Depuis 2020 et l’assassinat de Samuel Paty, les requêtes pour obtenir la protection fonctionnelle sont passées de 2 218 demandes en 2020 à 4 948 en 2023. Ce qui équivaut à une hausse de 123%. Elles concernent à parts presque égales les enseignants du premier degré comme ceux du second degré. Le motif principal de ces demandes (85,7%) était les atteintes volontaires à l’intégrité. Ces requêtes ont été accordées à 82,6%. L’année d’après, le nombre de demandes est passé à 3 733, soit une hausse de 16% en un an.

L’assistance juridique en tête

Quant à la principale action mise en œuvre, il s’agit de l’assistance juridique à 41%. « Le nombre des protections accordées continue à progresser en valeur nette », note l’administration. En revanche, le montant alloué à ces protections baisse, passant de 922 187 euros au total, contre 1 095 535 euros en 2022. Les syndicats tiennent à préciser que, selon eux, la progression des demandes masque des disparités de traitement. « L’accompagnement est plus ou moins bien fait en fonction des endroits. (…) Tout dépend des volontés individuelles », affirme Guislaine David. « Il y a eu quelques améliorations mais on est très loin du compte », confirme Sophie Vénétitay. Au point que cette dernière se demande si l’institution souhaite vraiment que la protection fonctionnelle se déploie largement. Et ce d’autant que le dispositif “est aussi le thermomètre de quelque chose qui ne va pas”.

Selon le rapport du Sénat, le nombre élevé de demandes de protection fonctionnelle « ne doit pas conduire à oublier la part d’enseignants qui ne font pas de demande alors même qu’ils pourraient en bénéficier ». Ces derniers renoncent « par découragement ou conviction que leur demande sera rejetée » ou bien « que l’octroi se traduira par des mesures dérisoires, inadaptées ou insuffisantes ».
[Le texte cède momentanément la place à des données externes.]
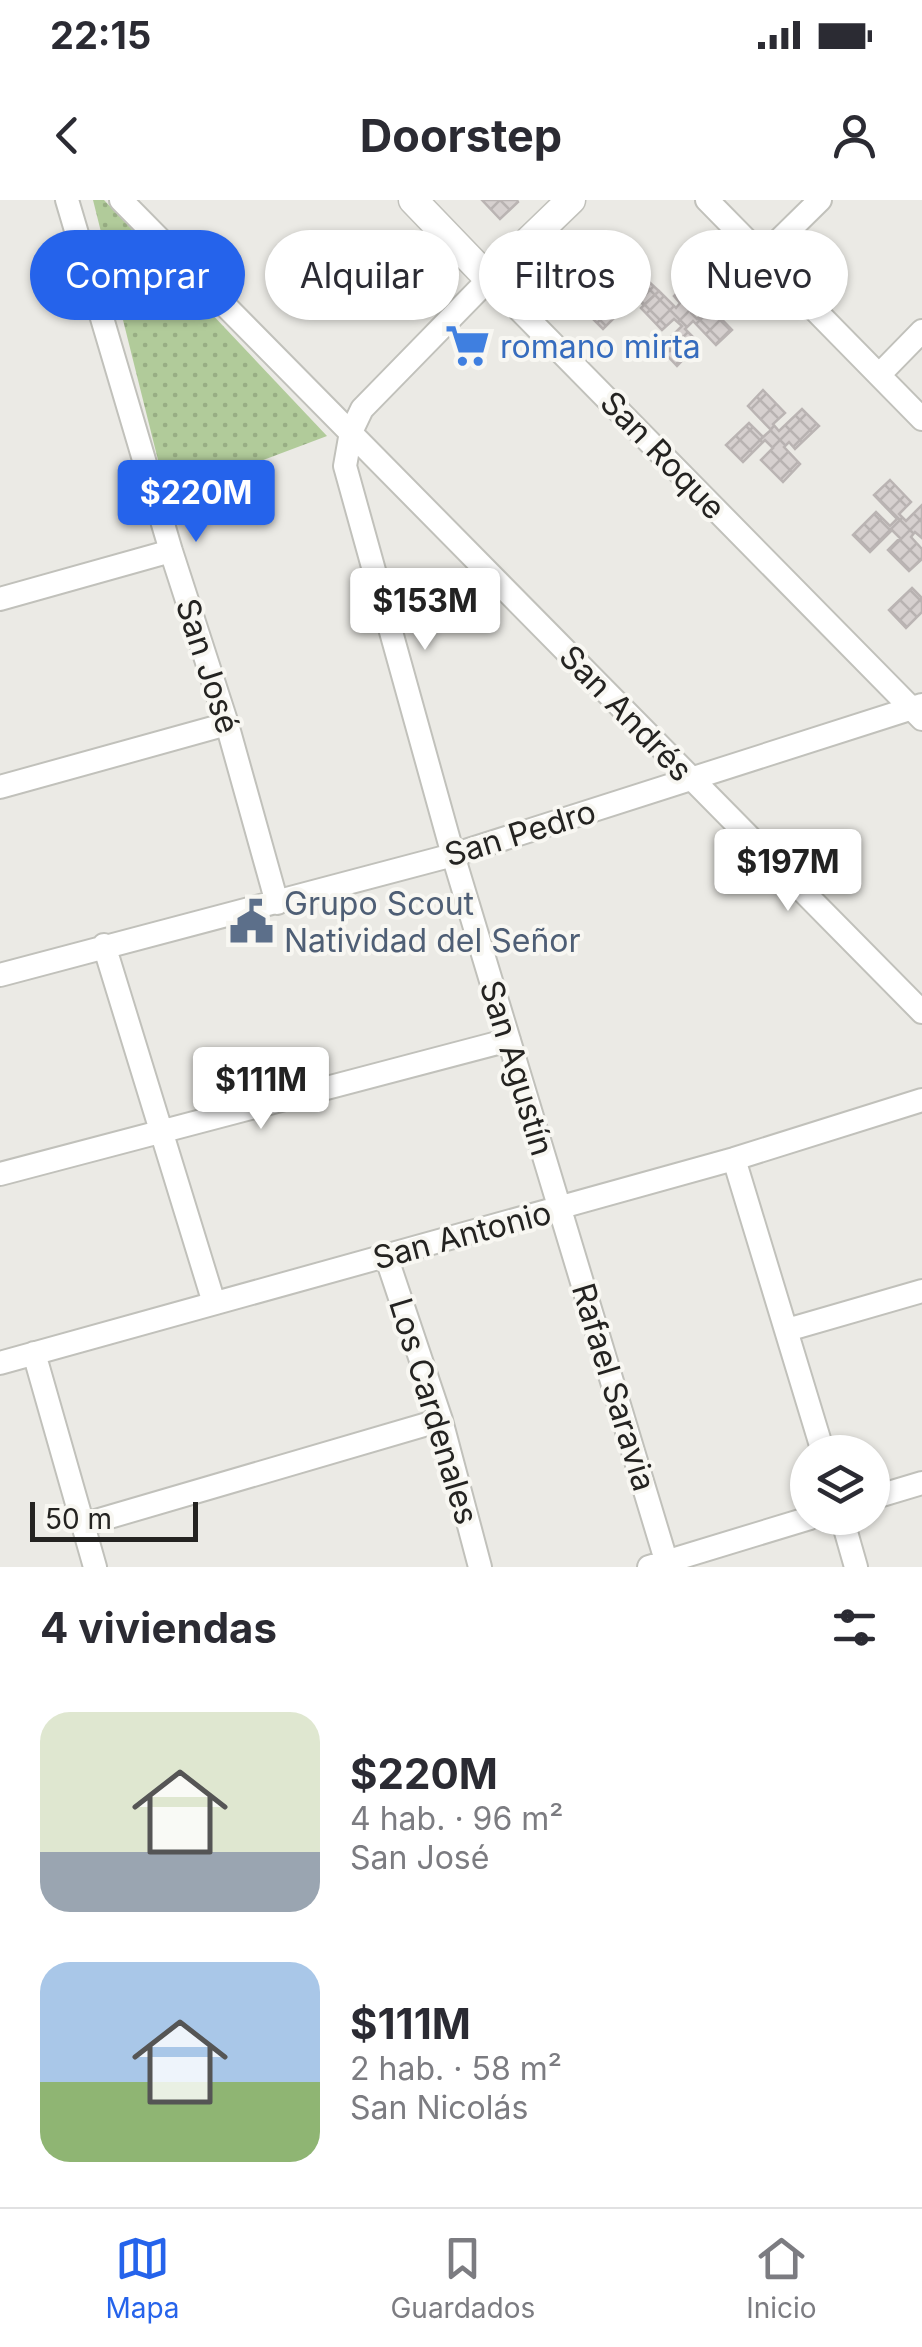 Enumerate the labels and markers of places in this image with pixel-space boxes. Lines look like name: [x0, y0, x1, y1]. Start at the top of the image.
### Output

Élargir le périmètre d’action de l’État

L’étude parlementaire met également en avant le fait que les délais moyens d’octroi de la protection fonctionnelle, 29 jours en 2022, sont peu compatibles avec « le besoin souvent urgent d’une protection effective ». Alors, dans le souci d’améliorer la situation, Anne Genetet, la ministre de l’Éducation, veut élargir le périmètre d’action de l’État. Dimanche 13 octobre, dans un entretien accordé à La Tribune Dimanche, elle a dit être favorable à modifier la loi pour que son ministère puisse déposer plainte pour un agent menacé.